REQUIRED WORK:
Examine each line of the data. Copy those that contain the string "this".

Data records

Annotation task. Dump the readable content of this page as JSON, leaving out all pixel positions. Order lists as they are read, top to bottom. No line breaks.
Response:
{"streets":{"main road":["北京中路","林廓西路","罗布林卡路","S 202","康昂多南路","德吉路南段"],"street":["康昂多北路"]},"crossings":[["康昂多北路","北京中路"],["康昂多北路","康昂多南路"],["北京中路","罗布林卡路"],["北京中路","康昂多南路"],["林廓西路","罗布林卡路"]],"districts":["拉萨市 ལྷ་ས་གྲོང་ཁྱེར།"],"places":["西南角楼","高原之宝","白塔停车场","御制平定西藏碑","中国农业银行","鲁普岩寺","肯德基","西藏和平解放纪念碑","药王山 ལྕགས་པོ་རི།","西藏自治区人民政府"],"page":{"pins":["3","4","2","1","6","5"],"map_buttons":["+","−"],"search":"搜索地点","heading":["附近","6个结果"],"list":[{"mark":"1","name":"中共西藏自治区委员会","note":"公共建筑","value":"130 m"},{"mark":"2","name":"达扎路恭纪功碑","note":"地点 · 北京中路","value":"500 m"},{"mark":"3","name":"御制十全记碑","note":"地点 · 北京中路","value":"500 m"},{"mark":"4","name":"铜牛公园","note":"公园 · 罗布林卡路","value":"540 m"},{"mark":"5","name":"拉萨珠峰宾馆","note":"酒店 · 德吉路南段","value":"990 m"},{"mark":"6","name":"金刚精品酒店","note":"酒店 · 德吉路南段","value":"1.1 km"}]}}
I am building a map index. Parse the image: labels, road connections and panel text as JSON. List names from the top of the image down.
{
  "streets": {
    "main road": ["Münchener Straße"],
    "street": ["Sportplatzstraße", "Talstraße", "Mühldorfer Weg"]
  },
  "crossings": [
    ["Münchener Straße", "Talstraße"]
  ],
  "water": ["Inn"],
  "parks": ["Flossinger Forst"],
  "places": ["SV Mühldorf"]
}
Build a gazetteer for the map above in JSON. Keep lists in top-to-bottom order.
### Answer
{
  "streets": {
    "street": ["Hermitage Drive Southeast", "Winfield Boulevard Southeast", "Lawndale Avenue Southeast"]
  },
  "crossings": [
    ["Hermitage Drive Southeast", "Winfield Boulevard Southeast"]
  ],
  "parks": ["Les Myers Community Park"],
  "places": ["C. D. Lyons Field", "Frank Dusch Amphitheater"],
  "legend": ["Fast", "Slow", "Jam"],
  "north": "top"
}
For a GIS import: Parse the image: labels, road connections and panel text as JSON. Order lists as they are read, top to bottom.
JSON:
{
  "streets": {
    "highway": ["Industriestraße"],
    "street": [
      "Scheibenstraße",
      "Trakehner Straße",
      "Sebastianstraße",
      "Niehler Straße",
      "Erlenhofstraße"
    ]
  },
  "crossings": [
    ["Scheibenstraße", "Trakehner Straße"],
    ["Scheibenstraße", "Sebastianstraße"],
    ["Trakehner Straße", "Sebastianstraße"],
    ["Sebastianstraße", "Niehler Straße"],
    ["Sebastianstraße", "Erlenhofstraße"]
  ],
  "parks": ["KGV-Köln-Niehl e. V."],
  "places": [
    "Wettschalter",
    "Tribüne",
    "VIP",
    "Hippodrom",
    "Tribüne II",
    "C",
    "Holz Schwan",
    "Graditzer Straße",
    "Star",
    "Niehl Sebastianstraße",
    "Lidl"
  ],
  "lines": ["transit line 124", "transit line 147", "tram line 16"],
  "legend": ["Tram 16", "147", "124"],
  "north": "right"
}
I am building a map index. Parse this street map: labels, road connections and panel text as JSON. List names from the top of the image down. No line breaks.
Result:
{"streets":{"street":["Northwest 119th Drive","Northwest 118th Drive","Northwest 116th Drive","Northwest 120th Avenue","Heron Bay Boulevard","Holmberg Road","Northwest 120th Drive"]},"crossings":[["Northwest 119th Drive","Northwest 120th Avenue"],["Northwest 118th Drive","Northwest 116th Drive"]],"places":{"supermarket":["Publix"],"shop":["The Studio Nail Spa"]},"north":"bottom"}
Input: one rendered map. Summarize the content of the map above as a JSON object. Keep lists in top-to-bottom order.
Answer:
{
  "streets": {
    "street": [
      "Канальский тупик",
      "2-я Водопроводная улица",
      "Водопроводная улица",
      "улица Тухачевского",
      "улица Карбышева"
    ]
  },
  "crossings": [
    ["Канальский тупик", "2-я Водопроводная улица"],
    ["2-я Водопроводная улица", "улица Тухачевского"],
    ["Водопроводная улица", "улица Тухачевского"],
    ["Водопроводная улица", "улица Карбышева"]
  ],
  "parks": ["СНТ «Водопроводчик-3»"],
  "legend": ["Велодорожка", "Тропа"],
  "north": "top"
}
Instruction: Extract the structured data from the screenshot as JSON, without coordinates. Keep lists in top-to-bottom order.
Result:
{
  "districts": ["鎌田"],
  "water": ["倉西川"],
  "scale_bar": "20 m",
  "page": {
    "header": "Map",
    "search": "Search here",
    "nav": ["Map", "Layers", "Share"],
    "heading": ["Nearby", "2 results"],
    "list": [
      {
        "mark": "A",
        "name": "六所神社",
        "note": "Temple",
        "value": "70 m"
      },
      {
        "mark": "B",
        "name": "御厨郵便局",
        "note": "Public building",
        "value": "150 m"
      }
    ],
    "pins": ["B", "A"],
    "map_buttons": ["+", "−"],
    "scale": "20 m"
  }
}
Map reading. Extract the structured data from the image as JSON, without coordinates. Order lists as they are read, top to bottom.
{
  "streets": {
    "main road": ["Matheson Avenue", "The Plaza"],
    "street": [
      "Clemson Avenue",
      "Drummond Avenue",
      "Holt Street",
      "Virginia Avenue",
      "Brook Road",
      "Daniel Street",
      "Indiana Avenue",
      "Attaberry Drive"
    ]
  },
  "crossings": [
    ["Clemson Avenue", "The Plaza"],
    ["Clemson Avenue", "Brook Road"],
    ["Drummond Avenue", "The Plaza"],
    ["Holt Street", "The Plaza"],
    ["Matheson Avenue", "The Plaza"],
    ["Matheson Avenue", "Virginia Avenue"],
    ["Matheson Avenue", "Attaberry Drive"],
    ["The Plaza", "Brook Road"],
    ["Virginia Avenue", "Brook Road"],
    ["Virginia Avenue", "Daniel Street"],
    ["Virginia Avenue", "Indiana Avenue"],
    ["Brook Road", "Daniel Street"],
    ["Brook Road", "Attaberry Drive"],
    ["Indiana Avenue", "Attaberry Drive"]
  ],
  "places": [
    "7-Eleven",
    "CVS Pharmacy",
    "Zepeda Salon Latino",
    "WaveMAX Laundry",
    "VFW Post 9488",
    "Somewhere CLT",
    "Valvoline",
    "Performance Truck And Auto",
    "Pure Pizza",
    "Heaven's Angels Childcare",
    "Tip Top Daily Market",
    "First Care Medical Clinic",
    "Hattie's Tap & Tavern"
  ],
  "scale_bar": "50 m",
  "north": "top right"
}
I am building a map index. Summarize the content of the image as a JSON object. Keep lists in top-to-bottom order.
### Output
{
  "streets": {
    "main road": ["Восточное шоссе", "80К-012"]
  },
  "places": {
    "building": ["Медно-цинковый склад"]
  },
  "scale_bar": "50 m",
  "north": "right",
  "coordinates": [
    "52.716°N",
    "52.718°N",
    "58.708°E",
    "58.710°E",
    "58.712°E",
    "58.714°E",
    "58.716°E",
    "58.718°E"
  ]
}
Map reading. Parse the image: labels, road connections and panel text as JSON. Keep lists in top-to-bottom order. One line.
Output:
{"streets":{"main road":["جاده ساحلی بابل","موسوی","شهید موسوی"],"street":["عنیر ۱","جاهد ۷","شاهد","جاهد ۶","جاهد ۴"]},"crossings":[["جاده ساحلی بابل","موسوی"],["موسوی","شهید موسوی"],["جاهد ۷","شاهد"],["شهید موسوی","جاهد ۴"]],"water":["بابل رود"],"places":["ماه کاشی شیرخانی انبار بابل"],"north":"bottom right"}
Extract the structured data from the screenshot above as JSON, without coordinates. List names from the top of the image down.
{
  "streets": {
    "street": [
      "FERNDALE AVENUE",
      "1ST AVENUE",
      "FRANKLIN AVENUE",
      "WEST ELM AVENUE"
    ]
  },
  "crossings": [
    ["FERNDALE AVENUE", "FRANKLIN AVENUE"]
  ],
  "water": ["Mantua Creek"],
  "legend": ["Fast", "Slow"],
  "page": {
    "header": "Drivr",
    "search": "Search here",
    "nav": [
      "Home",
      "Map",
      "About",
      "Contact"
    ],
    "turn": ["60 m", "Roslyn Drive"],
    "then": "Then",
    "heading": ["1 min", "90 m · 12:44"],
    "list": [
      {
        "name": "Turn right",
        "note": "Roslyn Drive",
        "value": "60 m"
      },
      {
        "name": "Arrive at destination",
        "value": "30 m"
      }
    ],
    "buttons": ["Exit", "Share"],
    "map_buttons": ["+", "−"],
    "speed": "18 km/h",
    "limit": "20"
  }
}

COMPLETED EXERCISE:
Annotation task. Dump the readable content of this page as JSON, leaving out all pixel positions. Order lists as they are read, top to bottom. No line breaks.
I am building a map index. Parse this street map: labels, road connections and panel text as JSON. List names from the top of the image down. No line breaks.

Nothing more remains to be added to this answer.